Wednesday 24 March 2010

Ways of Seeing - John Berger

Just finished this interesting little book, more of an essay really, sort of developing a materialist link between classical oil painting and publicity. I think it was published in the early 70's, so its maybe not the most revolutionary of works to be reading now, and it definitely had some of the socialist rhetoric of the 70's in there, but it was good.
He basically proposes that most oil painting (as a specific artistic form, not just the medium of the paint itself) from 1500 to 1900 is basically a wish-list, an advert for how the subject wished their lives to be seen. Dressed in rich silks and furs, surrounded by 'objects', invariably representing trade, exploration (a globe), the arts and music (a lute), or situated at ease in the country, surveying the parks and fields they owned, Berger says that oil painting allowed a degree of realism to be conveyed by the painting that when things/scenes etc were included within the painting it was like actually owning them. And this would not just be in terms of a moment, this painting was to portray this life down the ages. I suppose like a pharoah taking his treasures into the afterlife.
This was before printing of images was possible, and in the earliest cases, before even printing text was widely available. The power of images and words at this time was incalculably higher than when photographic images and print text appear - now, with thousands of digital images documenting every look, hair do, change of clothes, we don't consider our visual legacy so much, but with oil painting came a real chance to set down (forever) how you would be viewed. A picture paints a thousand words, and if a headstone was all you were going to get, then you didn't get much chance to be remembered. It created a permanence, and this permanence was materialistic. A legacy.
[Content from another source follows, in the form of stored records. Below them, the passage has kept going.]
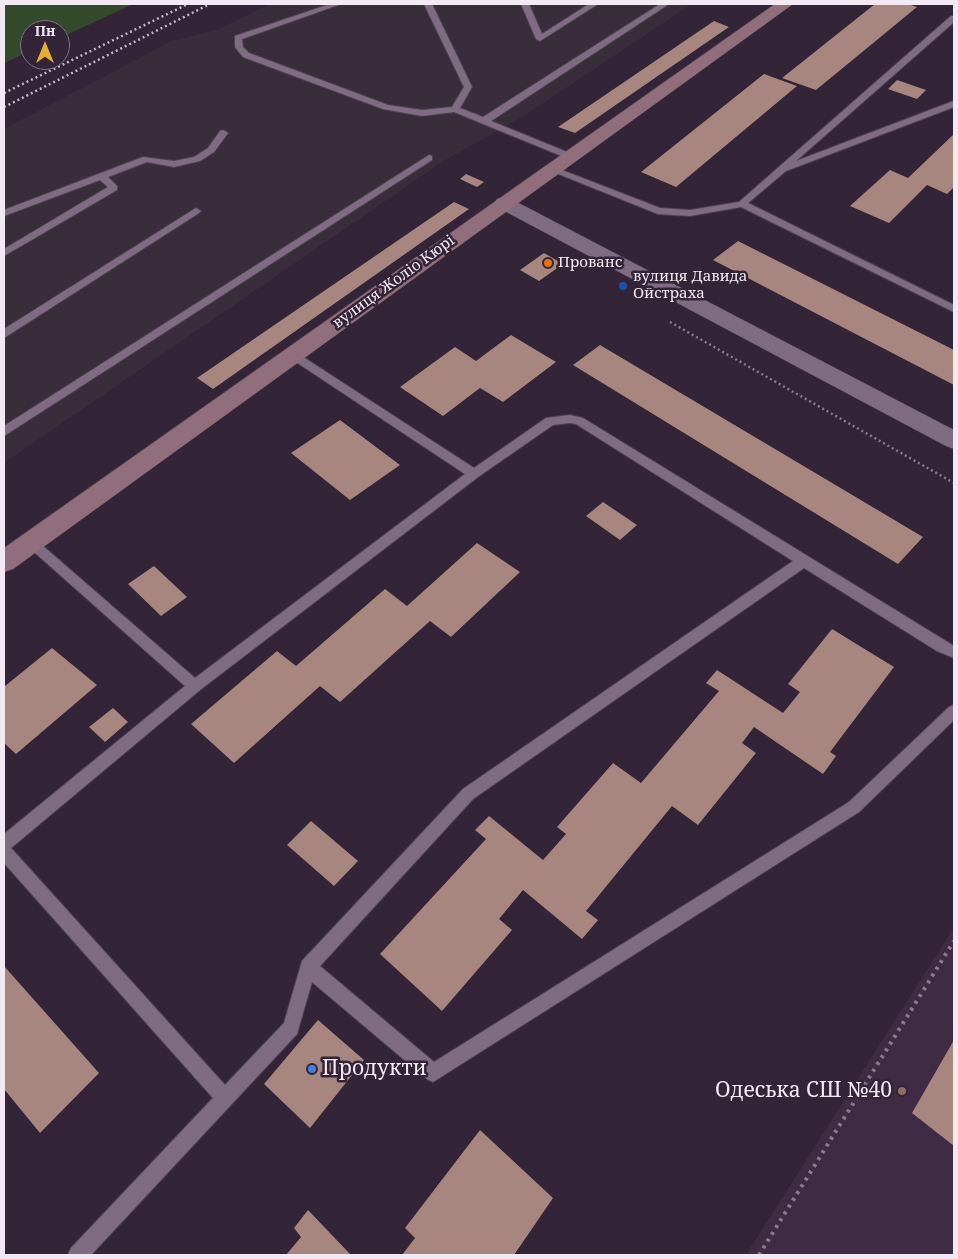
<!DOCTYPE html>
<html>
<head>
<meta charset="utf-8">
<style>
	body { margin:0 }
	#map { position:relative; width:958px; height:1259px; overflow:hidden; background:#342437; font-family:"Noto Serif",serif }
	canvas { display:block }
	.frame { position:absolute; inset:0; border:5px solid #f3e9f5; pointer-events:none }
	.north { position:absolute; left:20px; top:20px; width:50px; height:50px; box-sizing:border-box; background:#342437; border:1px solid #807383; border-radius:50%; rotate:0deg; font-size:14px; font-weight:700; line-height:20px; text-align:center; color:#f3e9f5 }
	.north::after { content:''; display:block; margin:auto; width:18px; height:22px; background:#e4ad35; clip-path:polygon(50% 0,100% 100%,50% 72%,0 100%) }
</style>
</head>
<body>
<div id="map">
<canvas width="958" height="1259"></canvas>
<div class="frame"></div>
<div class="north">Пн</div>
</div>
<script>
const context = document.querySelector('canvas').getContext('2d');
context.lineJoin = 'round';
function fillPath(path, color) {
  context.fillStyle = color;
  context.fill(path, 'evenodd');
}
function stroke(path, color, width, dash) {
  context.strokeStyle = color;
  context.lineWidth = width;
  context.lineCap = dash ? 'butt' : 'round';
  context.setLineDash(dash || []);
  context.stroke(path);
}
function label(font, color, halo, rows, align = 'center') {
  context.font = font + ' "Noto Serif",serif';
  context.lineWidth = 5;
  context.setLineDash([]);
  context.textBaseline = 'middle';
  context.strokeStyle = halo;
  context.fillStyle = color;
  for (const [text, x, y, turn = 0] of rows) {
    context.save();
    context.translate(x, y);
    context.rotate((+turn || 0) * Math.PI / 180);
    context.textAlign = isNaN(turn) ? turn : align;
    if (halo) context.strokeText(text, 0, 0);
    context.fillText(text, 0, 0);
    context.restore();
  }
}
const industrial = new Path2D(`
	M270,4H692L527,114L442,162L4,463V129L172,41L217,30Z`);
const built = new Path2D(`
	M954,927V1255H746Z`);
const green = new Path2D(`
	M4,4H133L60,38V30H30V51L4,63Z`);
const building = new Path2D(`
	M875,4H908L917,7L816,90L782,78Z
	M714,21L729,27L575,133L558,127Z
	M764,74L797,86L676,187L641,172Z
	M897,80L926,90L917,99L888,89Z
	M954,134V187L947,194L927,185L889,223L850,206L890,170L908,178Z
	M466,174L484,182L477,187L460,179Z
	M454,202L469,209L213,389L197,378Z
	M738,241L954,350V385L713,260Z
	M544,253L563,264L539,281L520,270Z
	M511,335L556,362L503,402L480,388L443,416L400,387L455,347L476,361Z
	M600,345L923,537L898,564L573,365Z
	M340,420L400,465L350,500L291,453Z
	M603,502L637,525L620,540L586,516Z
	M477,543L520,572L451,637L430,621L340,702L320,686L234,763L191,724L277,651L296,666L385,589L407,606Z
	M154,566L187,597L161,616L128,584Z
	M832,629L894,667L830,752L836,756L823,774L754,727L742,743L756,753L698,825L672,806L586,911L598,920L582,939L523,890L499,919L512,930L442,1011L380,954L486,839L475,830L489,816L543,860L566,834L557,827L613,763L641,783L719,691L706,683L717,670L783,713L800,692L788,684Z
	M52,648L97,685L16,754L4,743V684L5,686Z
	M113,708L128,722L105,742L89,727Z
	M311,821L358,861L334,886L287,845Z
	M4,966L99,1073L40,1133L4,1089Z
	M318,1020L364,1060L310,1128L264,1084Z
	M954,1040V1146L912,1113Z
	M480,1130L553,1198L514,1255H402L415,1238L405,1228Z
	M308,1210L351,1255H286L301,1237L294,1228Z`);
const pathFar1 = new Path2D(`
	M670,322L954,483`);
const path = new Path2D(`
	M759,1255L954,941`);
const lane = new Path2D(`
	M330,4H341L242,39L243,47L249,53L388,105L422,110L452,107L464,87L424,4H432L472,87L460,108L483,117L660,4H669L491,121L572,154L574,156L569,159L454,112L422,116L383,109L243,57L235,47V36Z
	M521,4H529L542,34L589,4H598L540,41L536,39Z
	M951,16H954V22L796,161L951,102L954,101V107L786,171L748,203L954,305V312L741,207L690,216L658,214L546,169L551,166L554,167L660,208L690,210L739,202Z
	M223,130L228,133L214,152L200,161L174,167L147,162L108,177L117,186V190L4,256V249L108,187L100,180L4,216V210L143,157L174,161L194,157L208,148L220,131Z
	M429,155L432,156V160L4,436V426Z
	M196,208L201,211L199,213L4,338V329Z
	M294,351L474,468L546,418L570,415L583,418L954,646V658L937,651L804,568L473,799L320,966L434,1062L849,802L949,707L954,705V720L859,812L433,1082L427,1079L312,982L297,1034L91,1255H68L71,1248L213,1098L4,863V834L185,686L24,543L25,539H35L195,678L465,474L290,358L288,355ZM570,423L576,424L793,561L463,789L302,961L284,1023L225,1085L11,848L200,690L478,477L553,425Z`);
const street = new Path2D(`
	M504,197L511,199L954,430V449L946,446L497,207L494,203L497,199Z`);
const secondary = new Path2D(`
	M775,4H793L13,569L4,572V548Z`);
const rail = new Path2D(`
	M4,93L188,4
	M4,107L210,4`);
const markers = [
	[548,263,5,"#e8710a"],
	[623,286,5,"#1a4fb4"],
	[312,1069,5,"#3f7fe0"],
	[902,1091,5,"#8d6e63"]
];
const farPoinames = [
	["Прованс",558,263],
	["вулиця Давида",633,277],
	["Ойстраха",633,294]
];
const farStreetnames = [
	["вулиця Жоліо Кюрі",394,282,-36]
];
const nearPoinames = [
	["Продукти",322,1069],
	["Одеська СШ №40",892,1091,"right"]
];
fillPath(industrial, '#3a2d3b');
fillPath(built, '#3f2b44');
fillPath(green, '#334b2b');
fillPath(building, '#a6867e');
stroke(lane, '#4f4152', 2);
stroke(street, '#4f4152', 1);
stroke(secondary, '#4f4152', 1);
stroke(pathFar1, '#897b8b', 2.5, [2, 3]);
stroke(path, '#897b8b', 4, [3, 5]);
fillPath(lane, '#7f6c83');
fillPath(street, '#7f6c83');
fillPath(secondary, '#916e7b');
stroke(rail, '#c2b6c4', 2.5, [2, 3]);
for (const [x, y, r, color] of markers) {
  const dot = new Path2D();
  dot.arc(x, y, r, 0, 2 * Math.PI);
  context.fillStyle = color;
  context.fill(dot);
  stroke(dot, '#342437', 2);
}
label('15px', '#f3e9f5', '#342437', farPoinames, 'left');
label('15px', '#f3e9f5', '#342437', farStreetnames);
label('21px', '#f3e9f5', '#342437', nearPoinames, 'left');
</script>
</body>
</html>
And then he follows that publicity, marketing, advertising flows directly from this artistic tradition. I think this was a bit of a tenuous link to be honest, but he writes some interesting ideas about what publicity means, and how we should view the images we see. We are always being sold to now, and he wants to put across his point (which I agree with), that consumerism is not substitute for real freedom. Being able to choose between three different types of lettuce in the supermarket isn't freedom. Being able to actively change society with an election is freedom... unlike the one we're about to have incidentally.
Crits tomorrow, so I'll stop this, but its an interesting book, and, being on oil painting, its got loads of nudey pictures in it, so take a look if only for that.